Mitzi Ives, schoolgirl Mitzi, she’d suffered the pins as both the board and the bug to be stared at.
Her hairstyle she winced to recall, the way it showcased her neck. The way her neck skin had glowed red when the producer eyeballed her chest and rubbed a hand over the blue stubble of his cheeks and chin.
The way her shoulders curved inward. How Mitzi hunched forward and crossed her arms. Her entire body was a recording of that first sales pitch.
“Miss Ives,” said the producer, not Schlo. He looked at something written on his blotter. “Mitzi.”

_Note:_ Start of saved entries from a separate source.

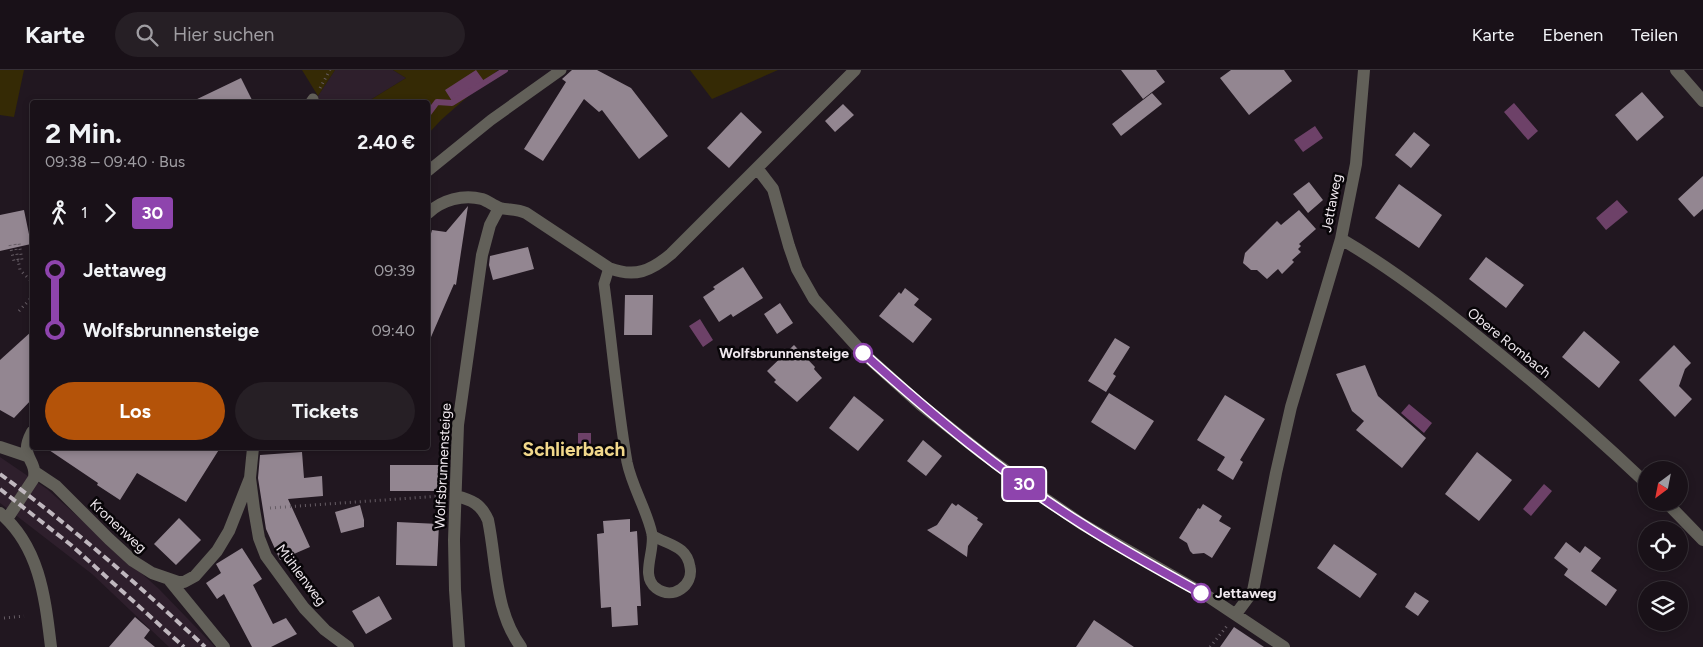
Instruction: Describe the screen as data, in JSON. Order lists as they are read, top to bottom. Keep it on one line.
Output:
{"streets":{"street":["Jettaweg","Obere Rombach","Wolfsbrunnensteige","Kronenweg","Mühlenweg"]},"crossings":[["Jettaweg","Obere Rombach"]],"districts":["Schlierbach"],"places":["Wolfsbrunnensteige","Jettaweg"],"lines":["bus line 30"],"north":"bottom left","page":{"header":"Karte","search":"Hier suchen","nav":["Karte","Ebenen","Teilen"],"on_map":"30","heading":["2 Min.","09:38 – 09:40 · Bus","2.40 €"],"legs":["1","30"],"list":[{"name":"Jettaweg","value":"09:39"},{"name":"Wolfsbrunnensteige","value":"09:40"}],"buttons":["Los","Tickets"]}}
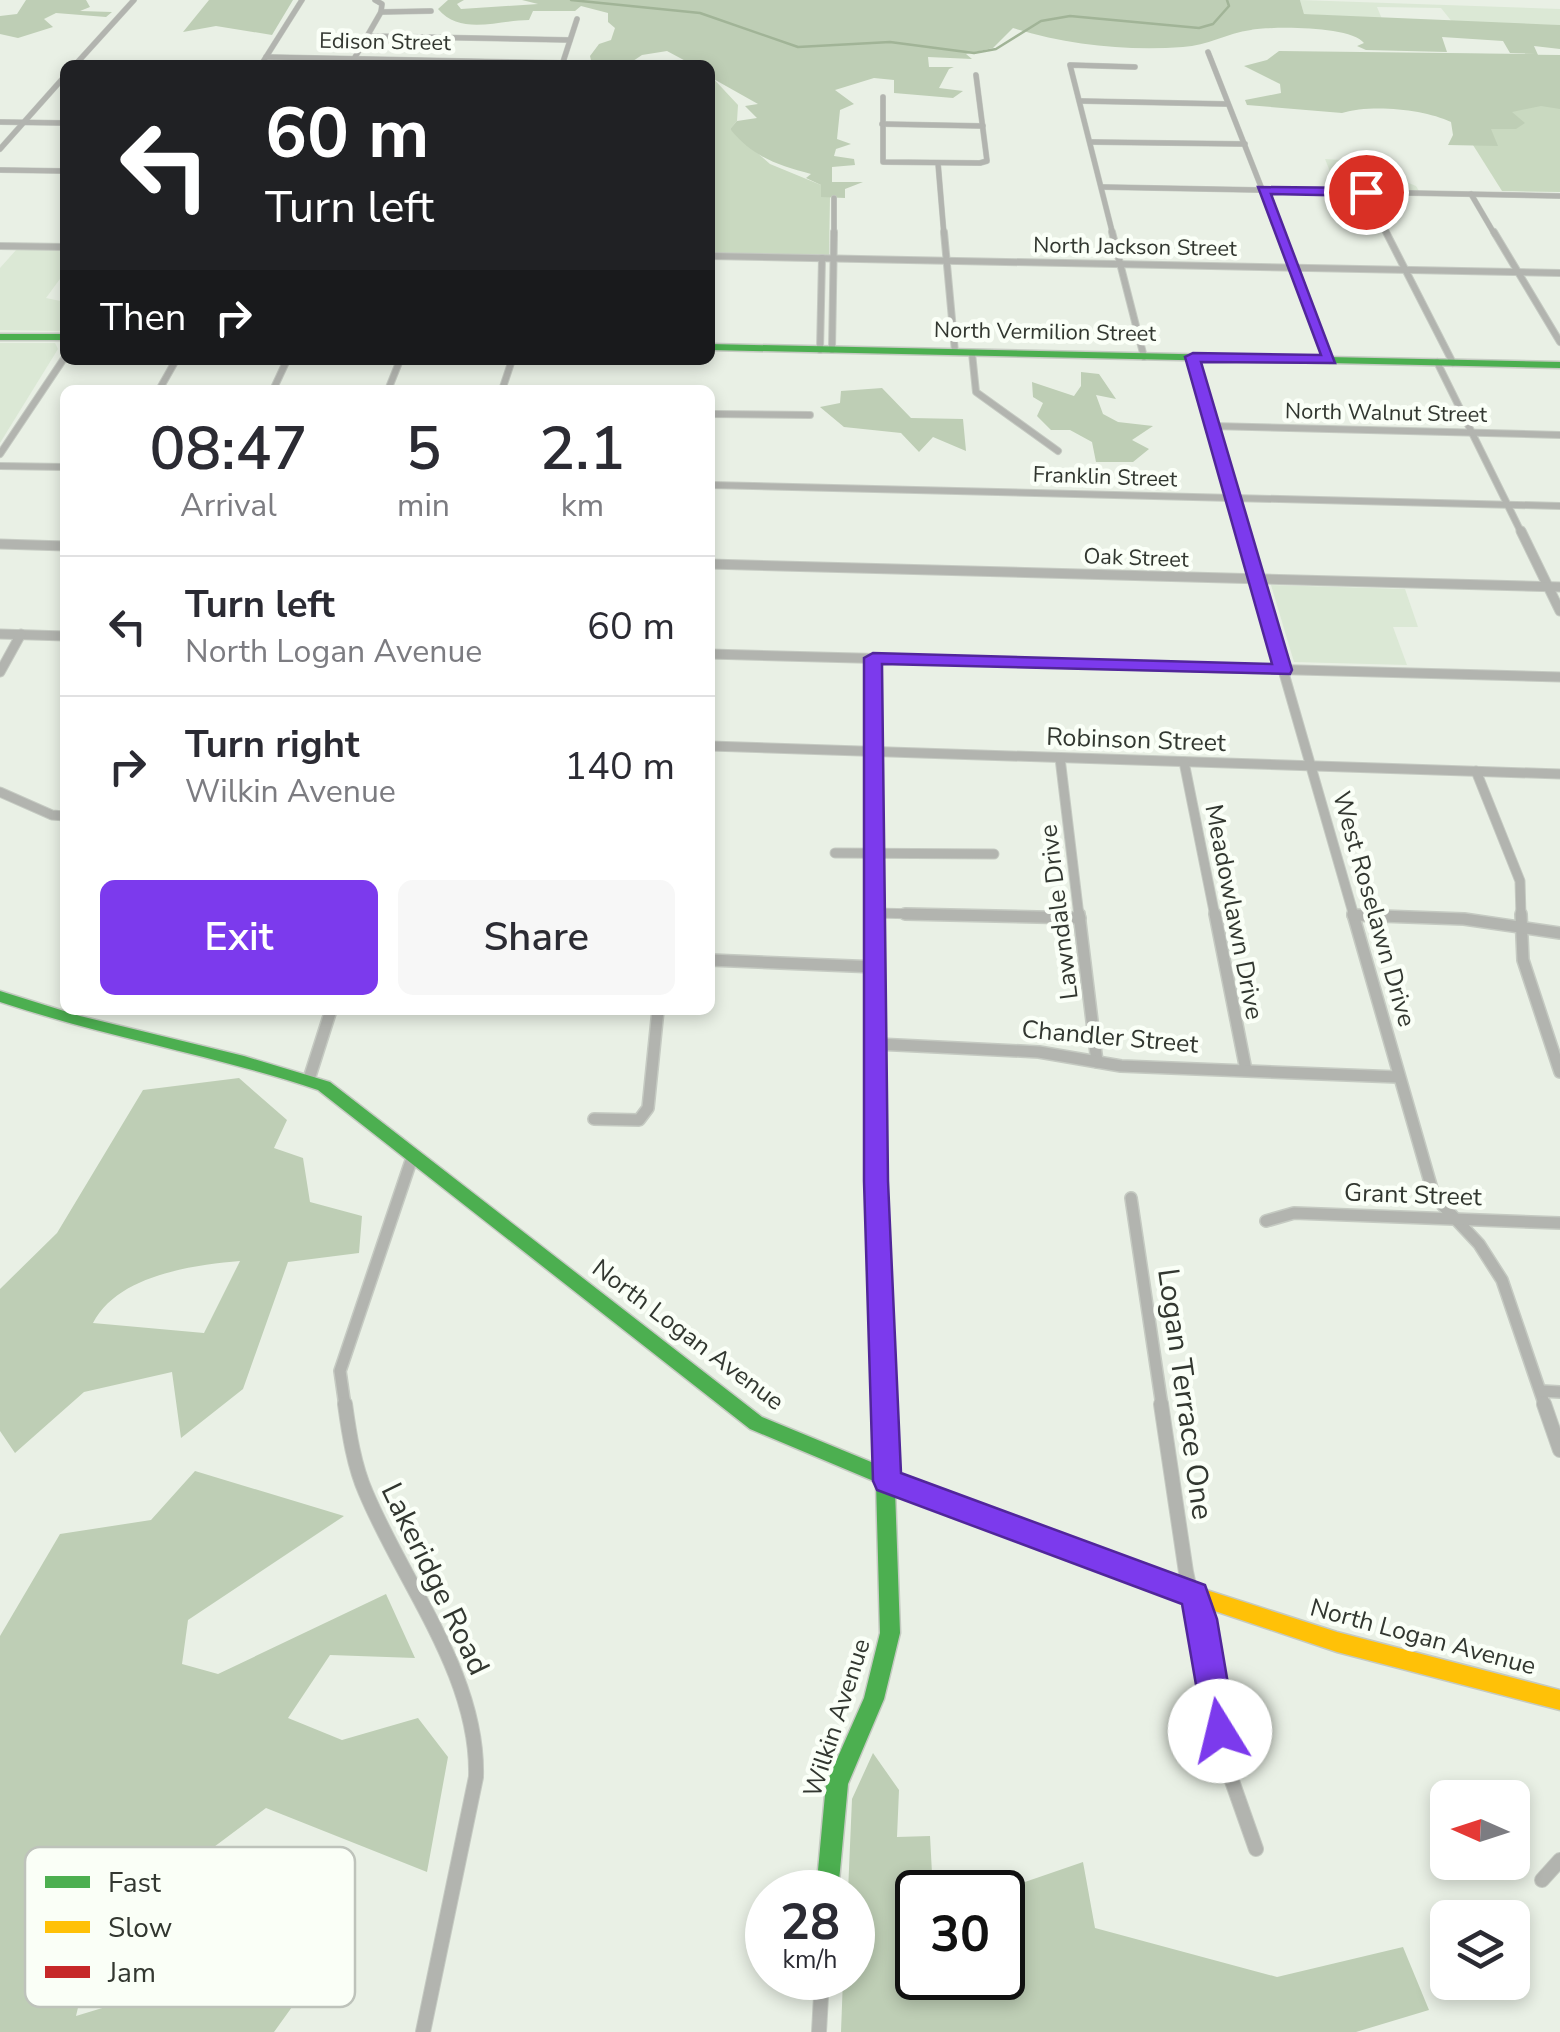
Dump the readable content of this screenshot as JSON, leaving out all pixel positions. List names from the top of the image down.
{
  "streets": {
    "street": [
      "Edison Street",
      "North Jackson Street",
      "North Vermilion Street",
      "North Walnut Street",
      "Franklin Street",
      "Oak Street",
      "Robinson Street",
      "West Roselawn Drive",
      "Lawndale Drive",
      "Meadowlawn Drive",
      "Chandler Street",
      "Grant Street",
      "North Logan Avenue",
      "Logan Terrace One",
      "Lakeridge Road",
      "Wilkin Avenue"
    ]
  },
  "crossings": [
    ["North Vermilion Street", "West Roselawn Drive"],
    ["North Walnut Street", "West Roselawn Drive"],
    ["Franklin Street", "West Roselawn Drive"],
    ["Oak Street", "West Roselawn Drive"],
    ["Robinson Street", "West Roselawn Drive"],
    ["Robinson Street", "Lawndale Drive"],
    ["Robinson Street", "Meadowlawn Drive"],
    ["Robinson Street", "Wilkin Avenue"],
    ["West Roselawn Drive", "Chandler Street"],
    ["West Roselawn Drive", "Grant Street"],
    ["Lawndale Drive", "Chandler Street"],
    ["Meadowlawn Drive", "Chandler Street"],
    ["Chandler Street", "Wilkin Avenue"],
    ["North Logan Avenue", "Logan Terrace One"],
    ["North Logan Avenue", "Lakeridge Road"],
    ["North Logan Avenue", "Wilkin Avenue"]
  ],
  "legend": ["Fast", "Slow", "Jam"],
  "north": "left",
  "page": {
    "turn": ["60 m", "Turn left"],
    "then": "Then",
    "eta": [
      "08:47",
      "Arrival",
      "5",
      "min",
      "2.1",
      "km"
    ],
    "list": [
      {
        "name": "Turn left",
        "note": "North Logan Avenue",
        "value": "60 m"
      },
      {
        "name": "Turn right",
        "note": "Wilkin Avenue",
        "value": "140 m"
      }
    ],
    "buttons": ["Exit", "Share"],
    "speed": "28 km/h",
    "limit": "30"
  }
}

He wasn’t Schlo. She’d worried Schlo would recognize the scream. Her career would begin and end with that sit-down. A rival of Schlo’s this had been. He’d nodded for her to take a seat opposite his desk, then he’d sat. Perched he had, on the front edge of his desk, perching himself in her face, so close she could smell the starch in his shirt.
She’d skipped school half a day. Ditched a quiz in Popular American Politics, and missed a session in the language lab and a lecture on Intro to Fractals.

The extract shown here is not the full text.